Collection entries
☆ ☆ ☆ ☆
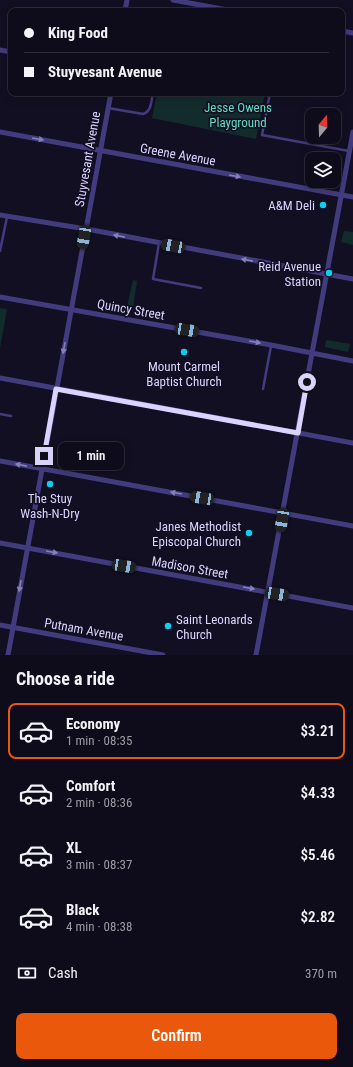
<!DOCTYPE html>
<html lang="en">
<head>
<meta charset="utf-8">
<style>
	:root { --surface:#0e0b1a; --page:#171423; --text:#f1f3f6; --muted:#9b9ba2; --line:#2e2b39; --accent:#ea580c }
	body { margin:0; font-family:"Roboto Condensed",sans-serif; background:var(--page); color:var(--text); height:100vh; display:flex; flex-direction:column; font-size:15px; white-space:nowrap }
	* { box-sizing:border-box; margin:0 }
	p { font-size:13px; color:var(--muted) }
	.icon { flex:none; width:22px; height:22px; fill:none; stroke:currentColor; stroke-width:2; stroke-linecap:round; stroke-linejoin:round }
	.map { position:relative; height:655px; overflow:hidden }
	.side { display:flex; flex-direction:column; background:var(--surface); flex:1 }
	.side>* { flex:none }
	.guide { position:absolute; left:8px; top:8px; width:337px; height:88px; border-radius:8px; box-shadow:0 2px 10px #0003,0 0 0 1px var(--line); display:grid; align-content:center; height:88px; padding:0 16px; background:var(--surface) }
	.needle { width:26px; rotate:19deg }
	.buttons { position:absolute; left:305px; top:108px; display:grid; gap:8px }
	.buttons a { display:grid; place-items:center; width:36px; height:36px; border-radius:8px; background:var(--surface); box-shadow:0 2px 10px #0003,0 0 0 1px var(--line); font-size:20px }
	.end { position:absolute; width:18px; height:18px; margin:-9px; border:5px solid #dad3fd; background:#111; box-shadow:0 0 0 2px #111 }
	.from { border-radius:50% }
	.bubble { position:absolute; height:28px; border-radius:8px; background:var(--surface); box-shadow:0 2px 10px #0003,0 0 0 1px var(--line); font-size:13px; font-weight:600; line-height:28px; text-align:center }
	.car { position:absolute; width:12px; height:24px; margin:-12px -6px; border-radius:5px; box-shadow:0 0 3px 1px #0007; background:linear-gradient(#222 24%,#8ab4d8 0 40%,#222 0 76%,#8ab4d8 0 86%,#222 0) }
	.guide b { display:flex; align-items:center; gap:14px; height:38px; font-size:15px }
	.guide b+b { border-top:1px solid var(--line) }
	.guide i { width:10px; height:10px; background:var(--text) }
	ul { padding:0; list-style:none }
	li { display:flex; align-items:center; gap:12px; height:56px; margin:0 8px 6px; padding:0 8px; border:2px solid transparent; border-radius:8px }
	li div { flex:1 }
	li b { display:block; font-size:15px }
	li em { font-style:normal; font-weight:600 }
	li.selected { border-color:var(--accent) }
	li>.icon { width:36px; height:36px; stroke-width:1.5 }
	h2 { padding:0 16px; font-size:18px; line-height:48px }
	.pay { display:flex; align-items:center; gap:10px; height:44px; padding:0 16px; font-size:15px }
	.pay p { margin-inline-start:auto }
	.action { display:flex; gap:8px; margin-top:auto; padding:8px 16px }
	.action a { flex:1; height:46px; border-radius:8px; background:var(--accent); color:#fff; font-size:16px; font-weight:600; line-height:46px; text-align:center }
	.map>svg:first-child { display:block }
	.green { fill:#122c2c }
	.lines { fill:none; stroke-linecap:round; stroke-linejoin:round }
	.service { stroke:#423c7f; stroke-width:2.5 }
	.minor { stroke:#423c7f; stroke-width:5 }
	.oneway { fill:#8680b8 }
	.route { stroke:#dad3fd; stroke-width:5 }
	.poi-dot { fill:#0bcef1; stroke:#130f23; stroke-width:1.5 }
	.labels { text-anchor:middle; stroke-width:3.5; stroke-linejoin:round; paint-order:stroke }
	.park-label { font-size:13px; fill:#62dac2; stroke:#130f23 }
	.street-label { font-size:13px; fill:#dad3fd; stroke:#130f23 }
	.poi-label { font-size:13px; fill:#dad3fd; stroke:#130f23; text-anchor:end }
</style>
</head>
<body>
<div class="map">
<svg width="353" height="655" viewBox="0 0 353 655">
	<rect width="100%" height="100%" fill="#130f23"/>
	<g class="green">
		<polygon points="157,93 265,93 256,139 152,118"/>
		<polygon points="344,231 353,232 353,245 341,242"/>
		<polygon points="133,280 137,281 133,308 127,307"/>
		<polygon points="0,308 7,309 0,348"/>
		<polygon points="326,340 350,344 348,352 325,347"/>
	</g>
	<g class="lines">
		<g class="service">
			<polyline points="270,93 262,135 349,151"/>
			<polyline points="298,93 314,96"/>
			<path d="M108,108L143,114C152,111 151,101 153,93"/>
			<polyline points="159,243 153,279 201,288"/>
			<polyline points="0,251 7,217"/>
			<polyline points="263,389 271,346"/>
			<polyline points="0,414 11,416"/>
		</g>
		<g class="minor">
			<polyline points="173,0 233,11"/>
			<polyline points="125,11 127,0"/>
			<polyline points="342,31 353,33"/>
			<polyline points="0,50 11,52"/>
			<polyline points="0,132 353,197"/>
			<polyline points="0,215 92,230 353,279"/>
			<polyline points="0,297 271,345 353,361"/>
			<polyline points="0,378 353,443"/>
			<polyline points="0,461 353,526"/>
			<polyline points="0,543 353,608"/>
			<polyline points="0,625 163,655"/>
			<polyline points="8,655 111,93"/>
			<polyline points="256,655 353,132"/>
		</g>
	</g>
	<defs><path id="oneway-solid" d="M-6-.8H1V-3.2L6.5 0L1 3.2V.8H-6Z"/></defs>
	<g class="oneway">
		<use href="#oneway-solid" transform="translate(38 139) rotate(10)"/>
		<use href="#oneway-solid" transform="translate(235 176) rotate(10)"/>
		<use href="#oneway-solid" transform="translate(119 236) rotate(-169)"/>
		<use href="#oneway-solid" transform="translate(247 260) rotate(-169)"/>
		<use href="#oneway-solid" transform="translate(255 342) rotate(10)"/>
		<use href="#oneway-solid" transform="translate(64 348) rotate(100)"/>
		<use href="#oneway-solid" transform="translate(21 465) rotate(-169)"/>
		<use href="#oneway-solid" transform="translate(176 493) rotate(-170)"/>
		<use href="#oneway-solid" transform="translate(52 552) rotate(10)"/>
		<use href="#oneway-solid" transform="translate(20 586) rotate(100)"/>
		<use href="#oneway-solid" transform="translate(249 588) rotate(10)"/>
	</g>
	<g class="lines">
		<polyline class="route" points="44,456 56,389 298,433 307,382"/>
	</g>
	<g class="poi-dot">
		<circle cx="323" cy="205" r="4"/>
		<circle cx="329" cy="273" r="4"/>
		<circle cx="184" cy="352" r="4"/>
		<circle cx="50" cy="484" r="4"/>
		<circle cx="249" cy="533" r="4"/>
		<circle cx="168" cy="626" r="4"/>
	</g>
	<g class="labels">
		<g class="park-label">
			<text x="238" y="112">Jesse Owens<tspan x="238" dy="15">Playground</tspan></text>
		</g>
		<g class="street-label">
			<text transform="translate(178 154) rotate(10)" y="5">Greene Avenue</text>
			<text transform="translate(87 159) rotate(-80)" y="5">Stuyvesant Avenue</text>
			<text transform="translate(131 309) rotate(10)" y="5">Quincy Street</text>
			<text transform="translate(190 567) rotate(10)" y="5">Madison Street</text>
			<text transform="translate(84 629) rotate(10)" y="5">Putnam Avenue</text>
		</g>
		<g class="poi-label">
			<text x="315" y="210">A&amp;M Deli</text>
			<text x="321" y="271">Reid Avenue<tspan x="321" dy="15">Station</tspan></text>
			<text x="184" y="371" text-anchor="middle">Mount Carmel<tspan x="184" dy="15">Baptist Church</tspan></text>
			<text x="50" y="503" text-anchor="middle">The Stuy<tspan x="50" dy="15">Wash-N-Dry</tspan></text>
			<text x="241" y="531">Janes Methodist<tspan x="241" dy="15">Episcopal Church</tspan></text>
			<text x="176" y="624" text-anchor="start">Saint Leonards<tspan x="176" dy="15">Church</tspan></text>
		</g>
	</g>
</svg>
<div class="buttons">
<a><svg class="needle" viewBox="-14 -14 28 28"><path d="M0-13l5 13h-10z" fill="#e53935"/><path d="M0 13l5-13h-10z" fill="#9b9ba2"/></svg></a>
<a><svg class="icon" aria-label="layers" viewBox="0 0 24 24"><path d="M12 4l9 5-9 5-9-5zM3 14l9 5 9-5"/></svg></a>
</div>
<i class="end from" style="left:307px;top:382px"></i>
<i class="end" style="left:44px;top:456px"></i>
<div class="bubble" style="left:58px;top:442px;width:66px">1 min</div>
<i class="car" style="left:84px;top:237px;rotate:190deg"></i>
<i class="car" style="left:173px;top:246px;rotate:281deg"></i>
<i class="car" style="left:187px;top:330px;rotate:100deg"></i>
<i class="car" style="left:202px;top:498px;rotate:280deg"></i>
<i class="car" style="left:282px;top:520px;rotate:190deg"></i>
<i class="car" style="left:124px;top:566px;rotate:100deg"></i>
<i class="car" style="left:277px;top:594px;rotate:100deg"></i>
<div class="guide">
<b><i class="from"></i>King Food</b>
<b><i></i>Stuyvesant Avenue</b>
</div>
</div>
<section class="side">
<h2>Choose a ride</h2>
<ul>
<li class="selected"><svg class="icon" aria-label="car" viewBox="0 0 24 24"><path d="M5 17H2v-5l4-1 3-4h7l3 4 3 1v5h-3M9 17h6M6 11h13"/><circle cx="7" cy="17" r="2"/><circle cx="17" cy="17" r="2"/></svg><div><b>Economy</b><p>1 min · 08:35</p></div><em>$3.21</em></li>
<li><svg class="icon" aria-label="car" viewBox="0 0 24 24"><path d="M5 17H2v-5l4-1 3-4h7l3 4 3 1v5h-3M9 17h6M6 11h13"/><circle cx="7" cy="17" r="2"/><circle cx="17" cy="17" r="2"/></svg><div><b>Comfort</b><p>2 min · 08:36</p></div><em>$4.33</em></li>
<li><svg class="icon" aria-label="car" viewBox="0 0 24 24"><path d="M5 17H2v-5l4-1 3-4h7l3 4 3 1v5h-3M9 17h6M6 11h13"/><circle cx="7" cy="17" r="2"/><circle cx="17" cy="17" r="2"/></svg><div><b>XL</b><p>3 min · 08:37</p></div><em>$5.46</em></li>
<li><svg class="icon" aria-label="car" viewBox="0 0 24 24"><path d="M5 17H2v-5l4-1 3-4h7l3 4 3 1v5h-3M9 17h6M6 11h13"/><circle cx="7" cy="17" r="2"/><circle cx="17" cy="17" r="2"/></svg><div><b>Black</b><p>4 min · 08:38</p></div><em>$2.82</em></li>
</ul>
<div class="pay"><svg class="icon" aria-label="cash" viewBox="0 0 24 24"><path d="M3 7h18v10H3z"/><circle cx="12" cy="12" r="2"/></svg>Cash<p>370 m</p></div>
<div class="action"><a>Confirm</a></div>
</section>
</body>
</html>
☆ ☆ ☆ ☆
## [DIRECTIONS FOR THIS TASK]
Go through the entries and copy every line that has "position".

## [ANSWER SECTION]
	.map { position:relative; height:655px; overflow:hidden }
	.guide { position:absolute; left:8px; top:8px; width:337px; height:88px; border-radius:8px; box-shadow:0 2px 10px #0003,0 0 0 1px var(--line); display:grid; align-content:center; height:88px; padding:0 16px; background:var(--surface) }
	.buttons { position:absolute; left:305px; top:108px; display:grid; gap:8px }
	.end { position:absolute; width:18px; height:18px; margin:-9px; border:5px solid #dad3fd; background:#111; box-shadow:0 0 0 2px #111 }
	.bubble { position:absolute; height:28px; border-radius:8px; background:var(--surface); box-shadow:0 2px 10px #0003,0 0 0 1px var(--line); font-size:13px; font-weight:600; line-height:28px; text-align:center }
	.car { position:absolute; width:12px; height:24px; margin:-12px -6px; border-radius:5px; box-shadow:0 0 3px 1px #0007; background:linear-gradient(#222 24%,#8ab4d8 0 40%,#222 0 76%,#8ab4d8 0 86%,#222 0) }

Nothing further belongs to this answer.